Towards the tropicalization of reductive groups
Desmond Coles, Martin Ulirsch
TL;DR
This work develops a two-pronged framework for tropicalizing a connected reductive group $G$ using (i) Berkovich geometry and extended affine buildings to define toroidal bordifications and skeleta, and (ii) spherical tropicalization linked to wonderful compactifications and moduli of equivariant bundles. It builds a coherent apparatus of stacky cones, stacky fans, and toroidal bordifications to produce tropicalization maps that admit deformation retractions onto toroidal skeleta and are compatible with spherical tropicalization. The results reveal a tight correspondence between extended buildings, toroidal skeleta, and wonderful compactifications, with functorial behavior under group homomorphisms and a moduli-theoretic interpretation via bundles on chains of projective lines. The framework unifies non-Archimedean analytic, toric/toroidal, and moduli-theoretic perspectives on tropicalizations of reductive groups, enabling precise comparisons across toroidal and spherical settings and informing applications to spherical varieties and bundle moduli.
Abstract
Let $G$ be a connected reductive algebraic group over an algebraically closed field of characteristic zero carrying the trivial valuation.
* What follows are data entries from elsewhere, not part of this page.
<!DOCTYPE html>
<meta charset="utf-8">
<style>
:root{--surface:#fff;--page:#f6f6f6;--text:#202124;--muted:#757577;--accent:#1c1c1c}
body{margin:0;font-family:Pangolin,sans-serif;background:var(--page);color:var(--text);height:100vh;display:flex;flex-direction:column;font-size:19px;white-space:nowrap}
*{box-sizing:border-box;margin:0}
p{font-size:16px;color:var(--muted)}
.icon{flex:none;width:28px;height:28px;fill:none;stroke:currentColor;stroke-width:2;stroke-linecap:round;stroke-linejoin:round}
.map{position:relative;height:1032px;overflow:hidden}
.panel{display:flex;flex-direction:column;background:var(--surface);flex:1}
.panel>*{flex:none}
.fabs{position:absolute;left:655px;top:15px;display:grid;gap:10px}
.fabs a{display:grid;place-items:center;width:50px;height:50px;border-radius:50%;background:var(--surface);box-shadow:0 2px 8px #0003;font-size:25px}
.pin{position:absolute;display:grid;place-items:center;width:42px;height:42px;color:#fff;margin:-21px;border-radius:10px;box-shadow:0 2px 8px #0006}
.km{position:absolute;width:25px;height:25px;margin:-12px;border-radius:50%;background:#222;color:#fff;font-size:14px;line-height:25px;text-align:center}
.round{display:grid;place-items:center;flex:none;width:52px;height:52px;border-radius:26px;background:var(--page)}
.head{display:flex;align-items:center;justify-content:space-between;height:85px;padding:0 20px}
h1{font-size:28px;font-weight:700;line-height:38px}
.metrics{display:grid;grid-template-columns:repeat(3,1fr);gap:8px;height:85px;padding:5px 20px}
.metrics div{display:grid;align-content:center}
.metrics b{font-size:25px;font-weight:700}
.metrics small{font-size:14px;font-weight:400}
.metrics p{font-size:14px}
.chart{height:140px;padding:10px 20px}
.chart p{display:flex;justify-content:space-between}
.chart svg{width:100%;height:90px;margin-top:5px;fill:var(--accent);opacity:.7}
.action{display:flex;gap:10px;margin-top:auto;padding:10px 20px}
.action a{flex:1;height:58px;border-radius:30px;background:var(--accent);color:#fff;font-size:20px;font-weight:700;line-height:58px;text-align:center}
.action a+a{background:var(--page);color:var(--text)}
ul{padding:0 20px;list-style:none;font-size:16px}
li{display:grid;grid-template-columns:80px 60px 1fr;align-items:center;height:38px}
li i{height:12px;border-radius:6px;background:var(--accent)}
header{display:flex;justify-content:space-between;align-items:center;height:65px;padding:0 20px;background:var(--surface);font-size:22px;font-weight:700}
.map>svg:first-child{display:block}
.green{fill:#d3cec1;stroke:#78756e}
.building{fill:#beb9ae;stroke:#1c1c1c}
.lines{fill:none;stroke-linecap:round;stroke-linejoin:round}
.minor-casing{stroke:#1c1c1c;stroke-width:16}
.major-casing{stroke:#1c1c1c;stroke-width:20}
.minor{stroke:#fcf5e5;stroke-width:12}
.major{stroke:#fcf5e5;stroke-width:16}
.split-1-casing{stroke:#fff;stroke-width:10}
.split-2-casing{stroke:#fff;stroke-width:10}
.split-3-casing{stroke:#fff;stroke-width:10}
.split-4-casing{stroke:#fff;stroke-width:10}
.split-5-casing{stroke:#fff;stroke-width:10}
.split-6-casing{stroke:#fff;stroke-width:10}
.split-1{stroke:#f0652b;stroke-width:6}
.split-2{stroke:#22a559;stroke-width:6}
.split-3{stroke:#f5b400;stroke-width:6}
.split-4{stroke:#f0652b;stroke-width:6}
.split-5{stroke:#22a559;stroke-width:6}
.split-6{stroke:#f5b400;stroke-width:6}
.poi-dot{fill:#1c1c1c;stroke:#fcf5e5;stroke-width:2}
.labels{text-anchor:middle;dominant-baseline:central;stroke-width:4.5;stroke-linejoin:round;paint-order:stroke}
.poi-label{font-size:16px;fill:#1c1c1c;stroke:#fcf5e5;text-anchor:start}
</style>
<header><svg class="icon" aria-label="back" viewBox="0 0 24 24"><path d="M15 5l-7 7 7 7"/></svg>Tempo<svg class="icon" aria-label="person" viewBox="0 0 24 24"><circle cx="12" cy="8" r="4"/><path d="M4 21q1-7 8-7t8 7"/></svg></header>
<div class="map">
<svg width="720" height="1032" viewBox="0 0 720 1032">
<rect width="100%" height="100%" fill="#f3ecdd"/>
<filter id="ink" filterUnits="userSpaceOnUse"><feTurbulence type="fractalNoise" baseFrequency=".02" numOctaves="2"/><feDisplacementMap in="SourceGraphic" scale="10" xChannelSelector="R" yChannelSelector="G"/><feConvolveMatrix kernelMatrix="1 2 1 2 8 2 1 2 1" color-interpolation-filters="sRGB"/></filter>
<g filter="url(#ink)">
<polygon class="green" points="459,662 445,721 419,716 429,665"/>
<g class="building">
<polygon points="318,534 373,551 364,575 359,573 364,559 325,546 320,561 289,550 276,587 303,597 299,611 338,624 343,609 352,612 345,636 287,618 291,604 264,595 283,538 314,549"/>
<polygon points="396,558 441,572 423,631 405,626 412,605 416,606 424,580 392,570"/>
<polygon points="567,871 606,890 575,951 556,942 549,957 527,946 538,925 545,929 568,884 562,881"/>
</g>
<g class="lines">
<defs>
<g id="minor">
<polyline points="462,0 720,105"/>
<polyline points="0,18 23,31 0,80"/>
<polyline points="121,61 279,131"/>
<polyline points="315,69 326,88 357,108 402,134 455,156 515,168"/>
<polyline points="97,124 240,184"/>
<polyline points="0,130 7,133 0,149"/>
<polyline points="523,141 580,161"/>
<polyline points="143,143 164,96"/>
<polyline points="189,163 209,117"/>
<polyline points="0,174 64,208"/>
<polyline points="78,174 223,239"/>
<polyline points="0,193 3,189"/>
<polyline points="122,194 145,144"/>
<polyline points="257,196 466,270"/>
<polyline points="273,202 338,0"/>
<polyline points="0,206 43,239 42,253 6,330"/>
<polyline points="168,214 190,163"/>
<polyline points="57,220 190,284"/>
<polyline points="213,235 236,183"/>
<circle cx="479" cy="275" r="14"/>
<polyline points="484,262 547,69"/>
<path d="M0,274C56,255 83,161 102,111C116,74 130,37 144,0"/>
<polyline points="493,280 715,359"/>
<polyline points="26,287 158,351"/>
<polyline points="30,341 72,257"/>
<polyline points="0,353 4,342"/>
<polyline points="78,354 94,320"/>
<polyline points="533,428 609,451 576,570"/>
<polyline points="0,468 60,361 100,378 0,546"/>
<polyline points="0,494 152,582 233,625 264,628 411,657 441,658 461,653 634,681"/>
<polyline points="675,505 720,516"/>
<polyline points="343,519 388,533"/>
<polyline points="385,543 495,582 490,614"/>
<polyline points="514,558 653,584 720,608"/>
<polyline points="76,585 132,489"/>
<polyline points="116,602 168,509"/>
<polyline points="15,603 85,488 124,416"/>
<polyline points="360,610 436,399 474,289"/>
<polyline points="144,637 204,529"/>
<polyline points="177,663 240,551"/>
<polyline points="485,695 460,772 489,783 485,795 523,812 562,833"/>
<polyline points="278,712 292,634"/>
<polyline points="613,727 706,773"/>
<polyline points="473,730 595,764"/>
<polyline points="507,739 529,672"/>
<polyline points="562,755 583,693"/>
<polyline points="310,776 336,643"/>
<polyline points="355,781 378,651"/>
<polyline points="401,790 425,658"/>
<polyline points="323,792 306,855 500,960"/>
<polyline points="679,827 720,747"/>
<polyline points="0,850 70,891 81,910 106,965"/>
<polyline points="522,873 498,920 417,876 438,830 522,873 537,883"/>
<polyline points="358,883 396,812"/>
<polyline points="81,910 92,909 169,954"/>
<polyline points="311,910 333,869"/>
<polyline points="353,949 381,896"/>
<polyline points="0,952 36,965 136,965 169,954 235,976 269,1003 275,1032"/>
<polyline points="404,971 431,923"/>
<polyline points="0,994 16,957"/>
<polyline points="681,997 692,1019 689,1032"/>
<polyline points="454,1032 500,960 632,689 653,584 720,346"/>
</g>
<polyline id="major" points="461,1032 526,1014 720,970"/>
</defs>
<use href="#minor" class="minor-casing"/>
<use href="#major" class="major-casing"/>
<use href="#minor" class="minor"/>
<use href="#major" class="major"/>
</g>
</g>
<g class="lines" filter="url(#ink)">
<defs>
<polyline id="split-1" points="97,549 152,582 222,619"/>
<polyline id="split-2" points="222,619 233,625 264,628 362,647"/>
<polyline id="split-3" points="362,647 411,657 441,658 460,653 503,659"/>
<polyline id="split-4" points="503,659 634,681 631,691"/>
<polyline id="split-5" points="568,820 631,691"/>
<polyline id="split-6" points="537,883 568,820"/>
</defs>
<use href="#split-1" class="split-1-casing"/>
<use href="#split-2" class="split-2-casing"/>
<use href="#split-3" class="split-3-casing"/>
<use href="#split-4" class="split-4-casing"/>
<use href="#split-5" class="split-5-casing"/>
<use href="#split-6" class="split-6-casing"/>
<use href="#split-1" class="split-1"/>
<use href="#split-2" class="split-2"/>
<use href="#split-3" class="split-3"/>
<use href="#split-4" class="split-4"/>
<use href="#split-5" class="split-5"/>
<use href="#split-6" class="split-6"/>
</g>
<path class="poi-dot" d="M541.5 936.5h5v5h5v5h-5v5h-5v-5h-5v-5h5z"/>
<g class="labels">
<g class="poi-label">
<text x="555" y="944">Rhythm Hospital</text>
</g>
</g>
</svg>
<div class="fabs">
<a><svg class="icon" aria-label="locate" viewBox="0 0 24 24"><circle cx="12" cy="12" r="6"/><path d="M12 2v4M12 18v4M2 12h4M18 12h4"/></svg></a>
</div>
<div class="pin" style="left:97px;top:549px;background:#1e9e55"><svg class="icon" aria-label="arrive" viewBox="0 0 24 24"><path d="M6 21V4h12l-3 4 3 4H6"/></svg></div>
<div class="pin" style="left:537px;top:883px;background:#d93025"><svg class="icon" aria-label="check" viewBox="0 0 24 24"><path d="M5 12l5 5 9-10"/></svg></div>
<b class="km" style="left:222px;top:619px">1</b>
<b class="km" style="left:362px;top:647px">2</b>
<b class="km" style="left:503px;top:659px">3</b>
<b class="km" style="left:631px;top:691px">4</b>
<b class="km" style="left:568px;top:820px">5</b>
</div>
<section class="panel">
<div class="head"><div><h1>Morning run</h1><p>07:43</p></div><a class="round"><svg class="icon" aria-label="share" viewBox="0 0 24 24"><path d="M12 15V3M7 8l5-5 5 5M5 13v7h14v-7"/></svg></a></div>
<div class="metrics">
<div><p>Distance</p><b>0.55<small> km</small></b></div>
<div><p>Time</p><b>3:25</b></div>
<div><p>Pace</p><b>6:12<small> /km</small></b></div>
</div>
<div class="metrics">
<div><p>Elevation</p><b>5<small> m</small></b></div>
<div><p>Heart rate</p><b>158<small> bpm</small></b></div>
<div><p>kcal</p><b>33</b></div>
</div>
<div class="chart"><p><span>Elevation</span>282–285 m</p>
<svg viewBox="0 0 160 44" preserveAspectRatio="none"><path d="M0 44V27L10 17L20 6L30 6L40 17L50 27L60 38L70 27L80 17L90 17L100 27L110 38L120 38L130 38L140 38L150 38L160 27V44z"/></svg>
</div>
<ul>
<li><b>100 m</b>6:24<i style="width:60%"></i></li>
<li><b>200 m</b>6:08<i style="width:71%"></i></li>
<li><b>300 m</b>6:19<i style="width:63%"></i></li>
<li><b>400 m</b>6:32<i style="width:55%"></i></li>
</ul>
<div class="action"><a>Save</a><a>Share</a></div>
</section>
In this article we discuss two candidates for what could be the tropicalization of $G$. Our first suggestion is the extended affine building associated to $G$. This perspective makes makes use of Berkovich's embedding of the extended affine building into the Berkovich analytic space $G^{\textrm{an}}$ and expands on work of Mumford by associating a toroidal bordification of $G$ to the choice of stacky fan in the building. We show that the natural retraction onto the building is compatible with the tropicalization map associated to a toroidal bordification. Our second suggestion is a Weyl chamber of $G$, a special instance of spherical tropicalization, where we think of $G$ as a spherical $G\times G$-variety with respect to left-right-multiplication. We show that the spherical tropicalization map may be identified with the toroidal tropicalization map associated to a wonderful compactification of $G$. This map also has a moduli-theoretic interpretation expanding on the compactifications of $G$ as moduli spaces of framed $\mathbb{G}_m$-equivariant principal bundles on chains of projective lines introduced by Martens and Thaddeus.